— Что же он делает? — снова произнесла она с таким жаром, который, казалось, мог, как огонь, спалить ее. — В чем же, спрашивается, оказывает ему помощь этот человек, в глазах которого я никогда ничего не видела, кроме бездонной фальши? Я говорю о Литтиммере. Раз вы благородны и верны, я вовсе не хочу, чтобы вы выдавали своего друга, а только прошу сказать, что, по-вашему, руководит его поступками: гнев ли, ненависть, тщеславие, жажда перемен, какой-нибудь безрассудный каприз или, быть может, любовь?

— Мисс Дартль, — ответил я, — как мне уверить вас, что я не больше знаю о жизни Стирфорта, чем тогда, когда впервые явился к вам? У меня даже нет никаких догадок. Я лично уверен, что ровно ничего и нет. Признаться, я даже не совсем ясно понимаю, что именно вы хотите сказать.

В то время как она продолжала молча смотреть на меня, страшный шрам на ее лице подергивался и вздрагивал, словно в нем ощущалась былая боль; углы рта ее как-то приподнялись с выражением презрения и жалости.
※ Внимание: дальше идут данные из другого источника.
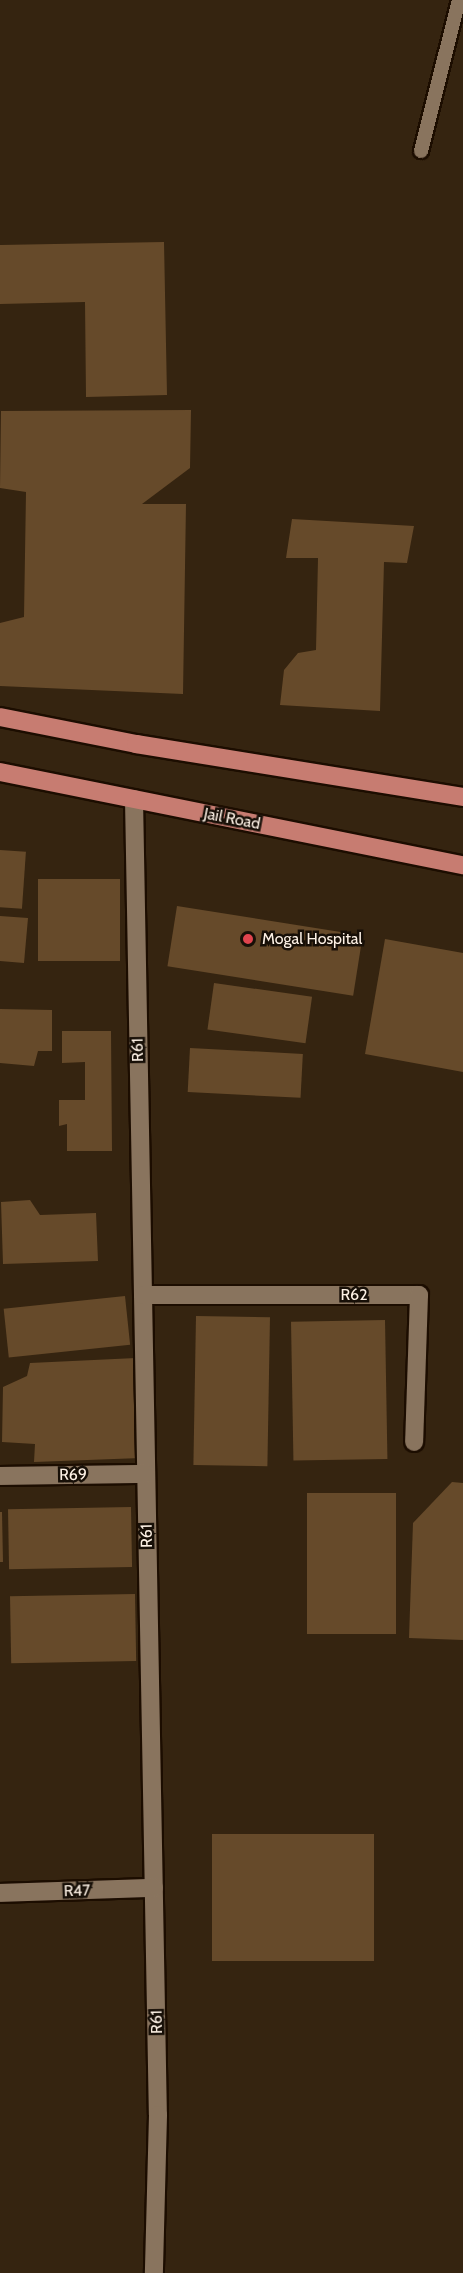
<!DOCTYPE html>
<style>
body{margin:0}
#map{position:relative;width:463px;height:2273px;overflow:hidden;background:#352410;font-family:Cabin,sans-serif}
div>[style]{position:absolute}
[style*='--x']{left:calc(var(--x)*1px);top:calc(var(--y)*1px);width:calc(var(--w)*1px);rotate:calc(var(--a)*1deg)}
.building>*{inset:0;background:#664a2a;transform-origin:0 0}
.roads{filter:drop-shadow(2px 0 #1c0d00) drop-shadow(-2px 0 #1c0d00) drop-shadow(0 2px #1c0d00) drop-shadow(0 -2px #1c0d00)}
.service>*{height:14px;margin:-7px;padding:0 7px;transform-origin:7px;border-radius:7px;background:#89745e}
.minor>*{height:18px;margin:-9px;padding:0 9px;transform-origin:9px;border-radius:9px;background:#89745e}
.primary>*{height:18px;margin:-9px;padding:0 9px;transform-origin:9px;border-radius:9px;background:#c77c71}
.dots>*{width:16px;height:16px;translate:-50% -50%;box-sizing:border-box;border:3px solid #170f07;border-radius:50%}
span{translate:-50% -50%;white-space:nowrap;text-align:center;line-height:1.15;-webkit-text-stroke:5px #170f07;paint-order:stroke}
.street-label{font-size:16px;color:#fdf1e5}
.poi-label{font-size:16px;color:#fdf1e5}
.left{translate:0 -50%;text-align:left}
</style>
<div id="map">
<div class="building">
<div style="clip-path:polygon(164px 242px,167px 395px,86px 397px,85px 302px,0 304px,0 245px)"></div>
<div style="clip-path:polygon(191px 410px,190px 468px,142px 504px,186px 504px,183px 694px,0 686px,0 623px,24px 617px,26px 492px,0 488px,1px 411px)"></div>
<div style="clip-path:polygon(292px 519px,414px 526px,407px 563px,384px 562px,380px 711px,280px 705px,284px 670px,298px 653px,316px 650px,318px 558px,286px 558px)"></div>
<div style="left:0;top:850px;width:26px;height:57px;rotate:4deg"></div>
<div style="left:38px;top:879px;width:82px;height:82px"></div>
<div style="left:177px;top:906px;width:188px;height:61px;rotate:9deg"></div>
<div style="clip-path:polygon(0 916px,28px 918px,24px 963px,0 961px)"></div>
<div style="clip-path:polygon(385px 939px,463px 953px,463px 1072px,365px 1054px)"></div>
<div style="left:214px;top:983px;width:99px;height:47px;rotate:8deg"></div>
<div style="clip-path:polygon(0 1009px,52px 1010px,52px 1051px,38px 1051px,34px 1066px,0 1063px)"></div>
<div style="clip-path:polygon(62px 1031px,111px 1031px,112px 1151px,67px 1151px,67px 1124px,59px 1126px,59px 1100px,85px 1100px,85px 1062px,62px 1063px)"></div>
<div style="left:190px;top:1048px;width:113px;height:44px;rotate:3deg"></div>
<div style="clip-path:polygon(30px 1200px,40px 1215px,96px 1213px,98px 1261px,3px 1264px,1px 1202px)"></div>
<div style="left:125px;top:1296px;width:49px;height:122px;rotate:84deg"></div>
<div style="left:196px;top:1316px;width:74px;height:149px;rotate:1deg"></div>
<div style="left:385px;top:1320px;width:139px;height:94px;rotate:89deg"></div>
<div style="clip-path:polygon(136px 1358px,141px 1458px,34px 1462px,35px 1444px,2px 1442px,3px 1387px,27px 1376px,30px 1363px)"></div>
<div style="clip-path:polygon(452px 1482px,463px 1483px,463px 1640px,409px 1638px,413px 1523px)"></div>
<div style="left:307px;top:1493px;width:89px;height:141px"></div>
<div style="left:131px;top:1507px;width:60px;height:123px;rotate:89deg"></div>
<div style="clip-path:polygon(0 1512px,2px 1512px,3px 1562px,0 1562px)"></div>
<div style="left:135px;top:1594px;width:67px;height:125px;rotate:89deg"></div>
<div style="left:374px;top:1834px;width:127px;height:162px;rotate:90deg"></div>
</div>
<div class="roads">
<div class="service">
<div style="--x:421;--y:151;--w:156;--a:-75.9"></div>
</div>
<div class="minor">
<div style="--x:134;--y:799;--w:1316;--a:88.96"></div>
<div style="--x:158;--y:2115;--w:158;--a:91.5"></div>
<div style="--x:143;--y:1295;--w:276;--a:0"></div>
<div style="--x:419;--y:1295;--w:147;--a:91.9"></div>
<div style="--x:0;--y:1476;--w:146;--a:-0.8"></div>
<div style="--x:0;--y:1893;--w:154;--a:-1.9"></div>
</div>
<div class="primary">
<div style="--x:0;--y:717;--w:139;--a:11.2"></div>
<div style="--x:136;--y:744;--w:331;--a:9.2"></div>
<div style="--x:0;--y:772;--w:472;--a:11.4"></div>
</div>
</div>
<div class="dots">
<div style="left:248px;top:939px;background:#e0444e"></div>
</div>
<div class="street-label">
<span style="left:232px;top:819px;rotate:11deg">Jail Road</span>
<span style="left:138px;top:1050px;rotate:-91deg">R61</span>
<span style="left:354px;top:1295px">R62</span>
<span style="left:73px;top:1475px;rotate:-1deg">R69</span>
<span style="left:147px;top:1536px;rotate:-91deg">R61</span>
<span style="left:77px;top:1891px;rotate:-2deg">R47</span>
<span style="left:157px;top:2022px;rotate:-91deg">R61</span>
</div>
<div class="poi-label">
<span class="left" style="left:262px;top:939px">Mogal Hospital</span>
</div>
</div>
Она поспешила закрыть рот своей тонкой бледной рукой, напоминавшей мне дорогой фарфор, н быстро, со страстью в голосе сказала:

— Заклинаю вас — все, что я говорила, сохранить в тайне, — и больше не проронила ни слова.

Никогда, кажется, миссис Стирфорт не чувствовала себя более счастливой в обществе сына, он был как-то особенно внимателен и мил с ней. Мне было очень интересно видеть их вместе не только потому, что они любили друг друга, а еще из-за поразительного сходства в их наружности и даже манерах: непреклонно-гордая, порывистая натура сына проявлялась в матери в более смягченном виде, придавая ей достоинство и благородство.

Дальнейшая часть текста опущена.